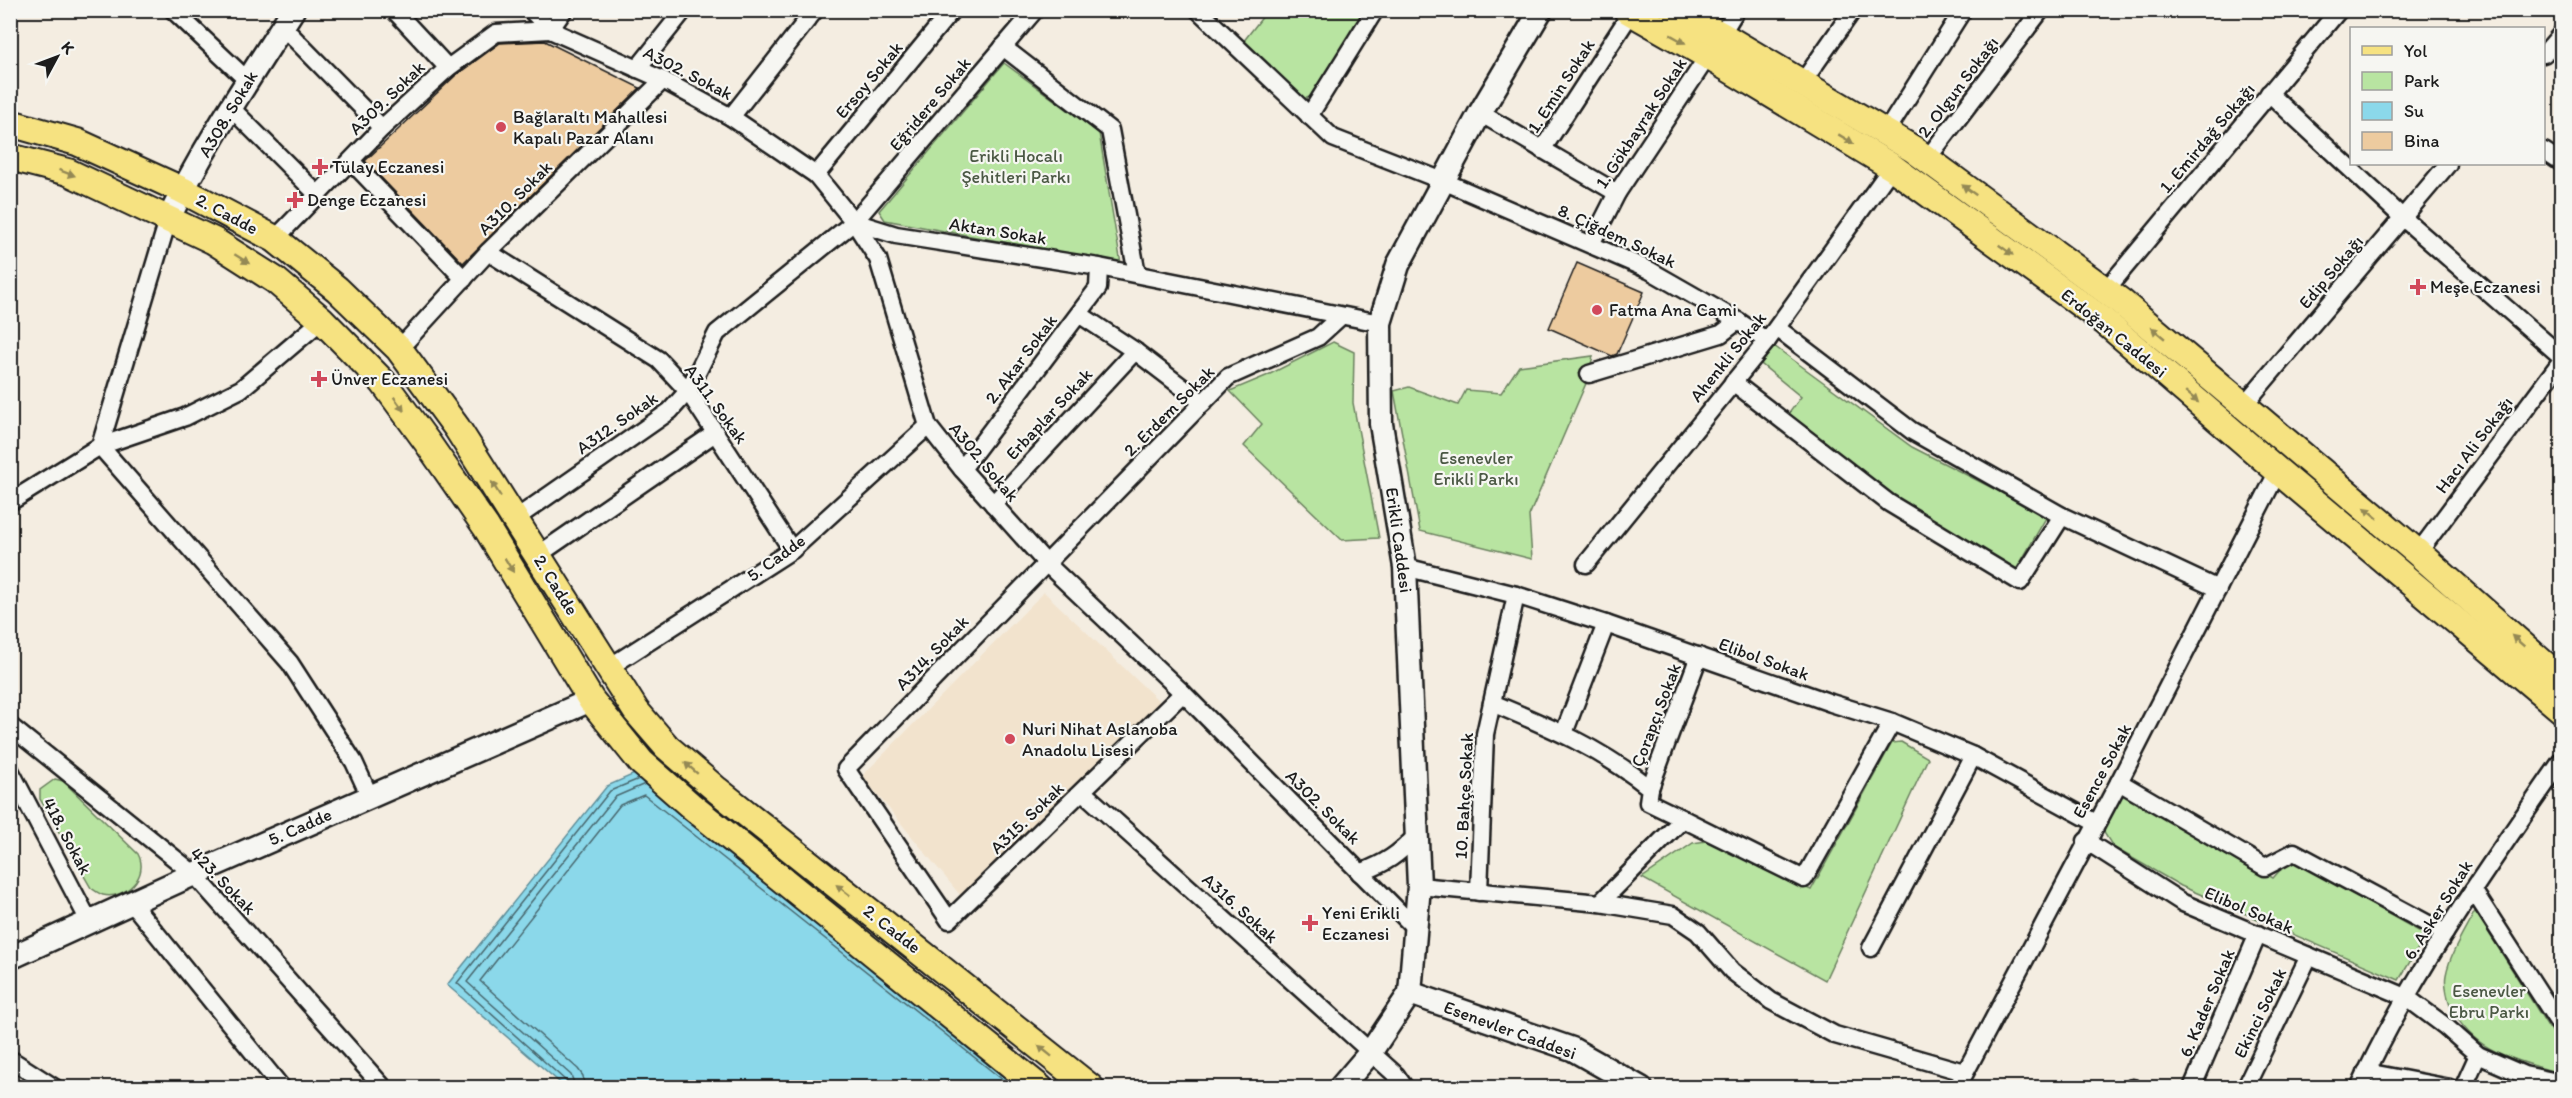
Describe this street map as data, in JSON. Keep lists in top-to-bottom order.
{
  "streets": {
    "main road": [
      "A308. Sokak",
      "2. Cadde",
      "Erdoğan Caddesi",
      "Erikli Caddesi",
      "5. Cadde",
      "Esenevler Caddesi"
    ],
    "street": [
      "A302. Sokak",
      "Ersoy Sokak",
      "1. Emin Sokak",
      "2. Olgun Sokağı",
      "A309. Sokak",
      "Eğridere Sokak",
      "1. Gökbayrak Sokak",
      "1. Emirdağ Sokağı",
      "A310. Sokak",
      "Aktan Sokak",
      "8. Çiğdem Sokak",
      "Edip Sokağı",
      "Ahenkli Sokak",
      "2. Akar Sokak",
      "A311. Sokak",
      "2. Erdem Sokak",
      "Erbaplar Sokak",
      "A312. Sokak",
      "Hacı Ali Sokağı",
      "A314. Sokak",
      "Elibol Sokak",
      "Çorapçı Sokak",
      "Esence Sokak",
      "10. Bahçe Sokak",
      "A315. Sokak",
      "418. Sokak",
      "423. Sokak",
      "A316. Sokak",
      "6. Asker Sokak",
      "6. Kader Sokak",
      "Ekinci Sokak"
    ]
  },
  "crossings": [
    ["A302. Sokak", "Ersoy Sokak"],
    ["A302. Sokak", "A309. Sokak"],
    ["A302. Sokak", "Eğridere Sokak"],
    ["A302. Sokak", "A310. Sokak"],
    ["A302. Sokak", "Aktan Sokak"],
    ["A302. Sokak", "2. Akar Sokak"],
    ["A302. Sokak", "2. Erdem Sokak"],
    ["A302. Sokak", "Erbaplar Sokak"],
    ["A302. Sokak", "A312. Sokak"],
    ["A302. Sokak", "Erikli Caddesi"],
    ["A302. Sokak", "5. Cadde"],
    ["A302. Sokak", "A314. Sokak"],
    ["A302. Sokak", "A315. Sokak"],
    ["1. Emin Sokak", "Erdoğan Caddesi"],
    ["2. Olgun Sokağı", "Erdoğan Caddesi"],
    ["A309. Sokak", "2. Cadde"],
    ["Eğridere Sokak", "Aktan Sokak"],
    ["Eğridere Sokak", "A312. Sokak"],
    ["A308. Sokak", "2. Cadde"],
    ["1. Gökbayrak Sokak", "8. Çiğdem Sokak"],
    ["1. Gökbayrak Sokak", "Erdoğan Caddesi"],
    ["1. Emirdağ Sokağı", "Erdoğan Caddesi"],
    ["A310. Sokak", "2. Cadde"],
    ["A310. Sokak", "A311. Sokak"],
    ["2. Cadde", "A312. Sokak"],
    ["2. Cadde", "5. Cadde"],
    ["Aktan Sokak", "2. Akar Sokak"],
    ["Aktan Sokak", "2. Erdem Sokak"],
    ["Aktan Sokak", "A312. Sokak"],
    ["Aktan Sokak", "Erikli Caddesi"],
    ["8. Çiğdem Sokak", "Ahenkli Sokak"],
    ["8. Çiğdem Sokak", "Erikli Caddesi"],
    ["8. Çiğdem Sokak", "Esence Sokak"],
    ["Edip Sokağı", "Erdoğan Caddesi"],
    ["Erdoğan Caddesi", "Ahenkli Sokak"],
    ["Erdoğan Caddesi", "Hacı Ali Sokağı"],
    ["Erdoğan Caddesi", "Esence Sokak"],
    ["A311. Sokak", "A312. Sokak"],
    ["A311. Sokak", "5. Cadde"],
    ["2. Erdem Sokak", "A314. Sokak"],
    ["Erikli Caddesi", "Elibol Sokak"],
    ["Erikli Caddesi", "A316. Sokak"],
    ["Erikli Caddesi", "Esenevler Caddesi"],
    ["5. Cadde", "418. Sokak"],
    ["5. Cadde", "423. Sokak"],
    ["A314. Sokak", "A315. Sokak"],
    ["Elibol Sokak", "Çorapçı Sokak"],
    ["Elibol Sokak", "Esence Sokak"],
    ["Elibol Sokak", "10. Bahçe Sokak"],
    ["Elibol Sokak", "6. Asker Sokak"],
    ["Elibol Sokak", "6. Kader Sokak"],
    ["Elibol Sokak", "Ekinci Sokak"],
    ["A315. Sokak", "A316. Sokak"]
  ],
  "parks": ["Erikli Hocalı Şehitleri Parkı", "Esenevler Erikli Parkı", "Esenevler Ebru Parkı"],
  "places": {
    "other": ["Bağlaraltı Mahallesi Kapalı Pazar Alanı", "Fatma Ana Cami", "Nuri Nihat Aslanoba Anadolu Lisesi"],
    "health": [
      "Tülay Eczanesi",
      "Denge Eczanesi",
      "Meşe Eczanesi",
      "Ünver Eczanesi",
      "Yeni Erikli Eczanesi"
    ]
  },
  "legend": [
    "Yol",
    "Park",
    "Su",
    "Bina"
  ],
  "north": "top right"
}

-----

Output the listing exactly, without images.

Solution below -
Describe this street map as data, in JSON. Keep lists in top-to-bottom order.
{
  "streets": {
    "main road": [
      "A308. Sokak",
      "2. Cadde",
      "Erdoğan Caddesi",
      "Erikli Caddesi",
      "5. Cadde",
      "Esenevler Caddesi"
    ],
    "street": [
      "A302. Sokak",
      "Ersoy Sokak",
      "1. Emin Sokak",
      "2. Olgun Sokağı",
      "A309. Sokak",
      "Eğridere Sokak",
      "1. Gökbayrak Sokak",
      "1. Emirdağ Sokağı",
      "A310. Sokak",
      "Aktan Sokak",
      "8. Çiğdem Sokak",
      "Edip Sokağı",
      "Ahenkli Sokak",
      "2. Akar Sokak",
      "A311. Sokak",
      "2. Erdem Sokak",
      "Erbaplar Sokak",
      "A312. Sokak",
      "Hacı Ali Sokağı",
      "A314. Sokak",
      "Elibol Sokak",
      "Çorapçı Sokak",
      "Esence Sokak",
      "10. Bahçe Sokak",
      "A315. Sokak",
      "418. Sokak",
      "423. Sokak",
      "A316. Sokak",
      "6. Asker Sokak",
      "6. Kader Sokak",
      "Ekinci Sokak"
    ]
  },
  "crossings": [
    ["A302. Sokak", "Ersoy Sokak"],
    ["A302. Sokak", "A309. Sokak"],
    ["A302. Sokak", "Eğridere Sokak"],
    ["A302. Sokak", "A310. Sokak"],
    ["A302. Sokak", "Aktan Sokak"],
    ["A302. Sokak", "2. Akar Sokak"],
    ["A302. Sokak", "2. Erdem Sokak"],
    ["A302. Sokak", "Erbaplar Sokak"],
    ["A302. Sokak", "A312. Sokak"],
    ["A302. Sokak", "Erikli Caddesi"],
    ["A302. Sokak", "5. Cadde"],
    ["A302. Sokak", "A314. Sokak"],
    ["A302. Sokak", "A315. Sokak"],
    ["1. Emin Sokak", "Erdoğan Caddesi"],
    ["2. Olgun Sokağı", "Erdoğan Caddesi"],
    ["A309. Sokak", "2. Cadde"],
    ["Eğridere Sokak", "Aktan Sokak"],
    ["Eğridere Sokak", "A312. Sokak"],
    ["A308. Sokak", "2. Cadde"],
    ["1. Gökbayrak Sokak", "8. Çiğdem Sokak"],
    ["1. Gökbayrak Sokak", "Erdoğan Caddesi"],
    ["1. Emirdağ Sokağı", "Erdoğan Caddesi"],
    ["A310. Sokak", "2. Cadde"],
    ["A310. Sokak", "A311. Sokak"],
    ["2. Cadde", "A312. Sokak"],
    ["2. Cadde", "5. Cadde"],
    ["Aktan Sokak", "2. Akar Sokak"],
    ["Aktan Sokak", "2. Erdem Sokak"],
    ["Aktan Sokak", "A312. Sokak"],
    ["Aktan Sokak", "Erikli Caddesi"],
    ["8. Çiğdem Sokak", "Ahenkli Sokak"],
    ["8. Çiğdem Sokak", "Erikli Caddesi"],
    ["8. Çiğdem Sokak", "Esence Sokak"],
    ["Edip Sokağı", "Erdoğan Caddesi"],
    ["Erdoğan Caddesi", "Ahenkli Sokak"],
    ["Erdoğan Caddesi", "Hacı Ali Sokağı"],
    ["Erdoğan Caddesi", "Esence Sokak"],
    ["A311. Sokak", "A312. Sokak"],
    ["A311. Sokak", "5. Cadde"],
    ["2. Erdem Sokak", "A314. Sokak"],
    ["Erikli Caddesi", "Elibol Sokak"],
    ["Erikli Caddesi", "A316. Sokak"],
    ["Erikli Caddesi", "Esenevler Caddesi"],
    ["5. Cadde", "418. Sokak"],
    ["5. Cadde", "423. Sokak"],
    ["A314. Sokak", "A315. Sokak"],
    ["Elibol Sokak", "Çorapçı Sokak"],
    ["Elibol Sokak", "Esence Sokak"],
    ["Elibol Sokak", "10. Bahçe Sokak"],
    ["Elibol Sokak", "6. Asker Sokak"],
    ["Elibol Sokak", "6. Kader Sokak"],
    ["Elibol Sokak", "Ekinci Sokak"],
    ["A315. Sokak", "A316. Sokak"]
  ],
  "parks": ["Erikli Hocalı Şehitleri Parkı", "Esenevler Erikli Parkı", "Esenevler Ebru Parkı"],
  "places": {
    "other": ["Bağlaraltı Mahallesi Kapalı Pazar Alanı", "Fatma Ana Cami", "Nuri Nihat Aslanoba Anadolu Lisesi"],
    "health": [
      "Tülay Eczanesi",
      "Denge Eczanesi",
      "Meşe Eczanesi",
      "Ünver Eczanesi",
      "Yeni Erikli Eczanesi"
    ]
  },
  "legend": [
    "Yol",
    "Park",
    "Su",
    "Bina"
  ],
  "north": "top right"
}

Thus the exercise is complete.